18 min Lesson 5 of 28

Agents & Distributed Builds

The Jenkins controller (formerly "master") is the brain of your CI platform — it schedules jobs, manages state, and serves the UI. It should never execute build workloads. Every real build runs on an agent (formerly "slave"), a process that the controller connects to via the Remoting protocol over TCP or WebSocket, giving you safe isolation, horizontal scalability, and the ability to match build environments to job requirements.

Static Agents

A static agent is a persistent machine (VM, bare-metal server, or long-running container) registered in Jenkins under Manage Jenkins → Nodes. The controller SSHes into it (or the agent dials back with agent.jar) and keeps a permanent JNLP/TCP connection open.

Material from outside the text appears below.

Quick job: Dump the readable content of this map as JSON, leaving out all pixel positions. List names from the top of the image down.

Each static node is configured with:

  • Labels — space-separated tags (linux, docker, gpu-builder, windows). A pipeline's agent { label 'linux && docker' } expression selects matching nodes.
  • Executors — how many concurrent builds the node accepts (usually 1–2× CPU count).
  • Root directory — workspace root; use a fast local SSD, not NFS.
  • Availability — keep-online vs. on-demand (wake on job, disconnect after idle).
Static agents are simple but operationally expensive. You own patching, capacity planning, and cleanup. Reserve them for builds that genuinely need persistent state — e.g., a macOS node for iOS code-signing, or a Windows node for .NET Framework projects.

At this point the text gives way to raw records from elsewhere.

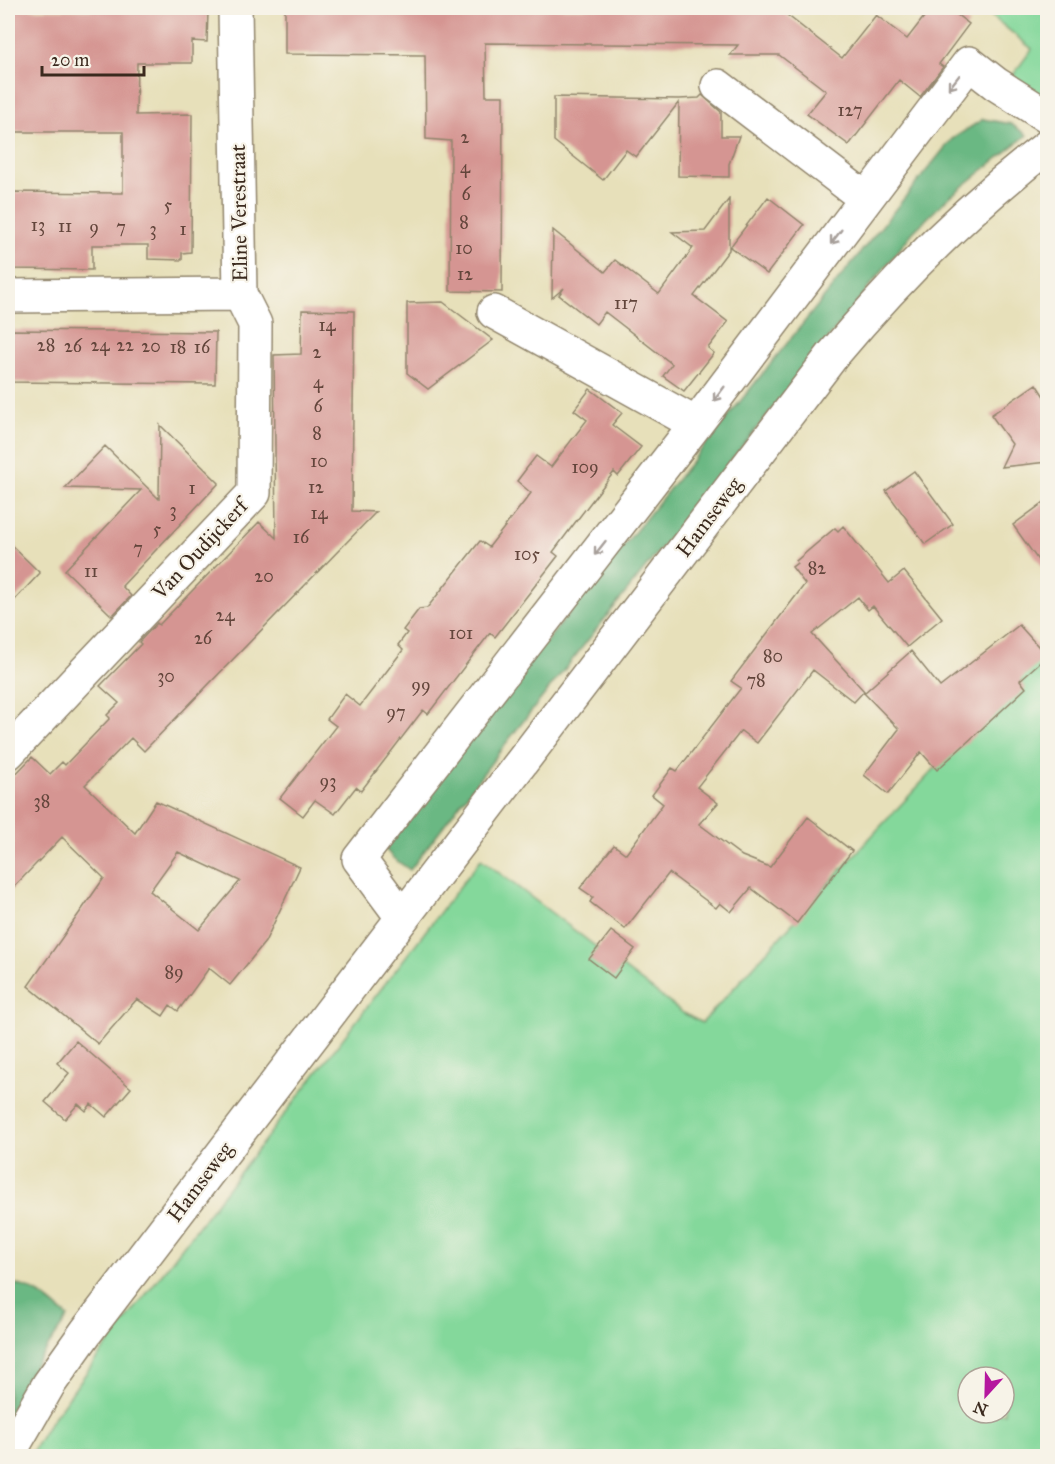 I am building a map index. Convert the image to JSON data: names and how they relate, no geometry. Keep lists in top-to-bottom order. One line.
{"streets":{"street":["Eline Verestraat","Hamseweg","Van Oudijckerf"]},"crossings":[["Eline Verestraat","Van Oudijckerf"]],"house_numbers":["127","2","4","6","5","8","13","11","9","7","3","1","10","12","117","14","28","24","22","26","20","18","16","2","4","6","8","10","109","12","1","3","14","5","16","7","105","82","11","20","24","101","26","80","30","78","99","97","93","38","89"],"scale_bar":"20 m","north":"bottom"} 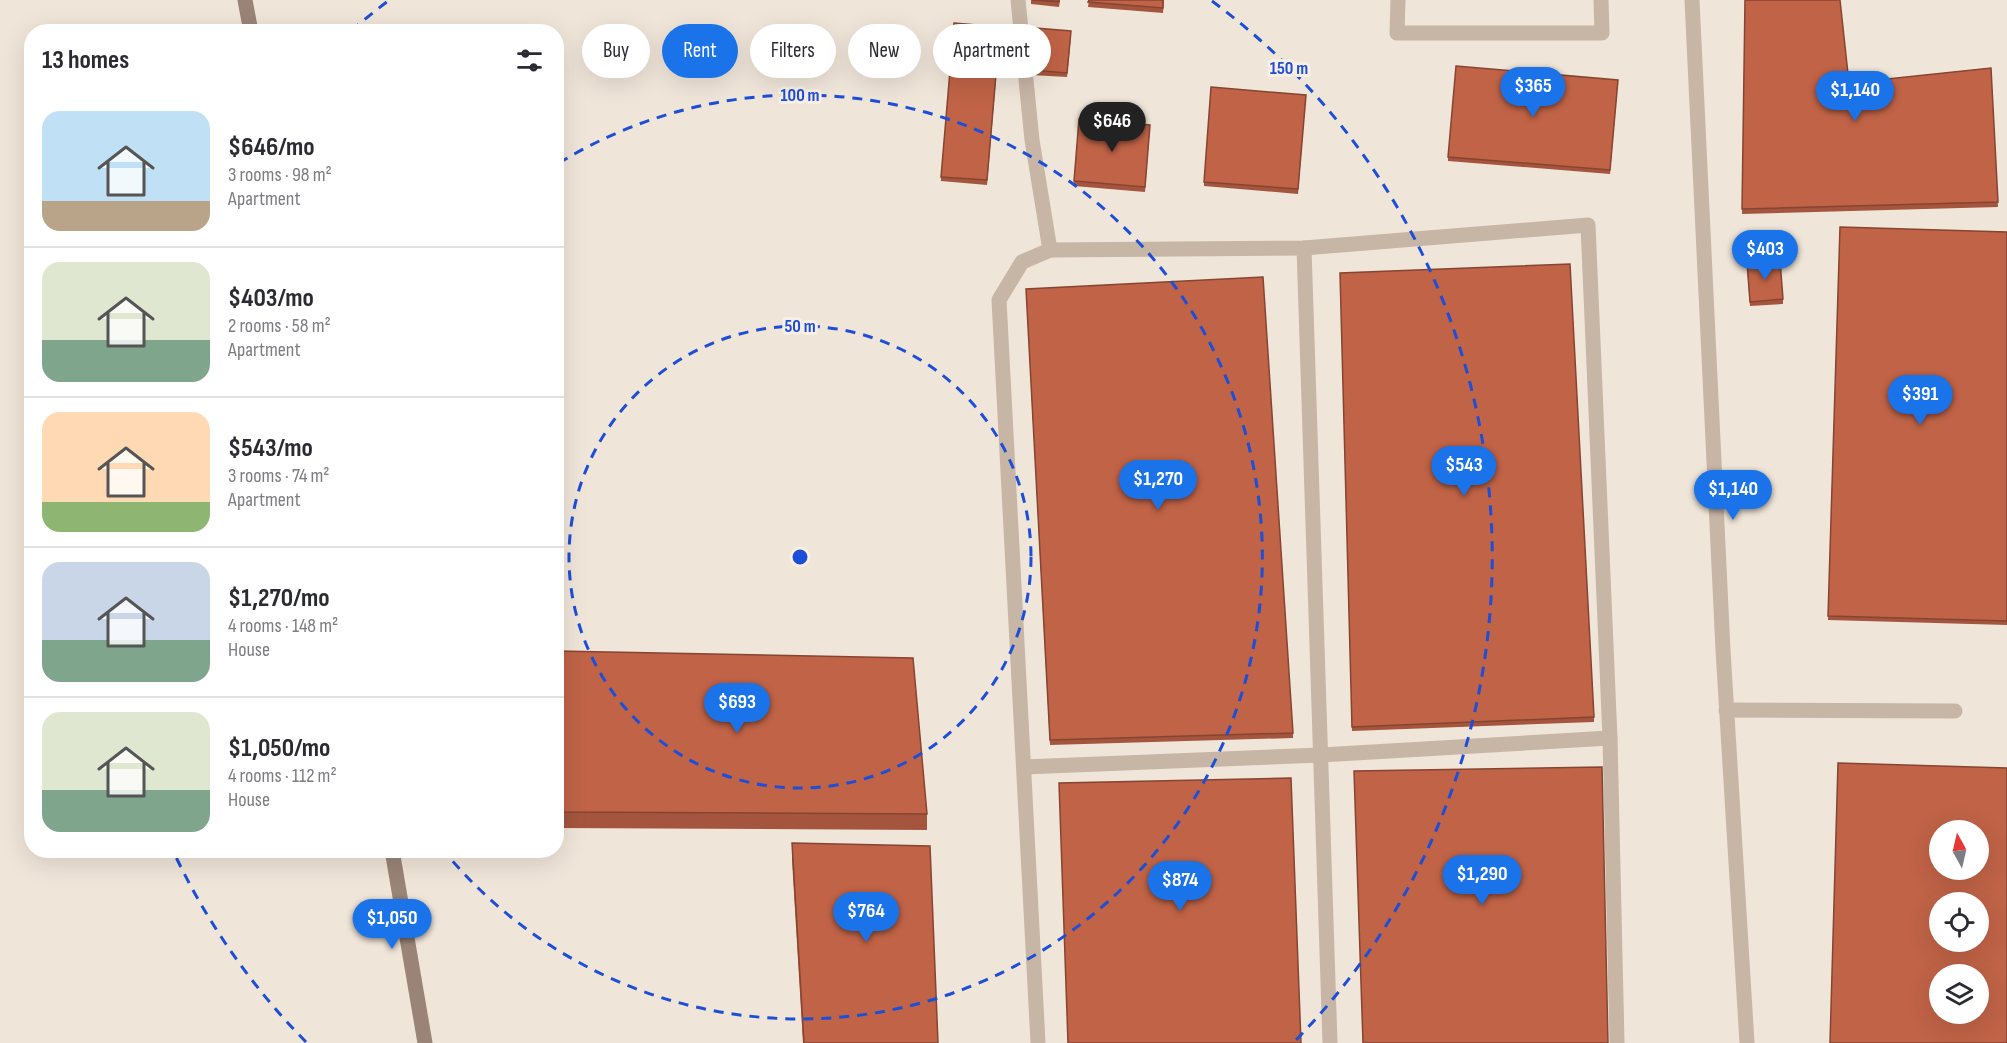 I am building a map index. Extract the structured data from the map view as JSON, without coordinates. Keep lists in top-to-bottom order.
{
  "north": "top",
  "page": {
    "chip": [
      "Buy",
      "Rent",
      "Filters",
      "New",
      "Apartment"
    ],
    "heading": "13 homes",
    "price": [
      "$365",
      "$1,140",
      "$646",
      "$403",
      "$391",
      "$543",
      "$1,270",
      "$1,140",
      "$693",
      "$1,290",
      "$874",
      "$764",
      "$1,050"
    ],
    "list": [
      {
        "name": "$646/mo",
        "note": "3 rooms · 98 m² · Apartment"
      },
      {
        "name": "$403/mo",
        "note": "2 rooms · 58 m² · Apartment"
      },
      {
        "name": "$543/mo",
        "note": "3 rooms · 74 m² · Apartment"
      },
      {
        "name": "$1,270/mo",
        "note": "4 rooms · 148 m² · House"
      },
      {
        "name": "$1,050/mo",
        "note": "4 rooms · 112 m² · House"
      }
    ]
  },
  "rings": ["150 m", "100 m", "50 m"]
}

Launch via SSH (the recommended method): Jenkins opens an SSH connection to the agent host and runs java -jar agent.jar. Ensure the controller's SSH private key is stored in Jenkins Credentials and the agent host is reachable on port 22.

Dynamic Agents

Dynamic agents are provisioned on-demand and destroyed after the build completes. The two dominant back-ends are:

  • Kubernetes Plugin — spins up a Pod per build, runs the build inside a container, tears it down. This is the standard model for cloud-native Jenkins.
  • EC2 Plugin / Azure VM Agents / Google Compute Plugin — provisions a cloud VM, runs the build, terminates the instance. Useful when you need full OS-level isolation or heavyweight tools.
  • Docker Plugin — starts a container on a Docker daemon host per build. Simpler than Kubernetes but ties you to a single Docker host.

Container Agents: The Kubernetes Plugin

At scale, nearly every large engineering org runs Jenkins agents as Kubernetes Pods. The Kubernetes plugin creates a PodTemplate — a Pod spec fragment — for each type of build environment. When a pipeline requests a matching label, the plugin calls the Kubernetes API, the Pod starts, the jnlp container dials back to the controller, and build steps execute inside the specified containers.

Jenkins Distributed Build Fleet: Controller, Static Agents, and Kubernetes Dynamic Agents Jenkins Controller Scheduler / State / UI Static Agents macOS Node label: macos ios-build Windows Node label: windows dotnet SSH / JNLP Kubernetes Cluster Build Pod jnlp maven:3.9 label: java-build Build Pod jnlp node:20 label: node-build New Pod — provisioned on demand, destroyed after build completes k8s API agent dial-back
Jenkins agent fleet: static nodes for platform-specific builds; Kubernetes Pods provisioned per build for all standard workloads.

A minimal Kubernetes PodTemplate in a declarative pipeline looks like this:

// Declarative Pipeline with Kubernetes agent pipeline { agent { kubernetes { label 'java-build' defaultContainer 'maven' yaml """ apiVersion: v1 kind: Pod spec: serviceAccountName: jenkins-agent containers: - name: jnlp image: jenkins/inbound-agent:3256.v88a_f6e922152-1 resources: requests: { cpu: "100m", memory: "256Mi" } - name: maven image: maven:3.9.6-eclipse-temurin-21 command: ["sleep", "infinity"] resources: requests: { cpu: "500m", memory: "1Gi" } limits: { cpu: "2", memory: "2Gi" } - name: kaniko image: gcr.io/kaniko-project/executor:v1.23.0 command: ["sleep", "infinity"] """ } } stages { stage('Build') { steps { container('maven') { sh 'mvn -B -ntp package -DskipTests' } } } stage('Docker Build & Push') { steps { container('kaniko') { sh ''' /kaniko/executor \ --context=dir://${WORKSPACE} \ --destination=registry.example.com/myapp:${BUILD_NUMBER} \ --cache=true ''' } } } } }
Use Kaniko, not Docker-in-Docker (DinD), for container image builds inside Kubernetes agents. DinD requires a privileged Pod — a serious security footgun in multi-tenant clusters. Kaniko builds OCI images entirely in userspace without a Docker daemon.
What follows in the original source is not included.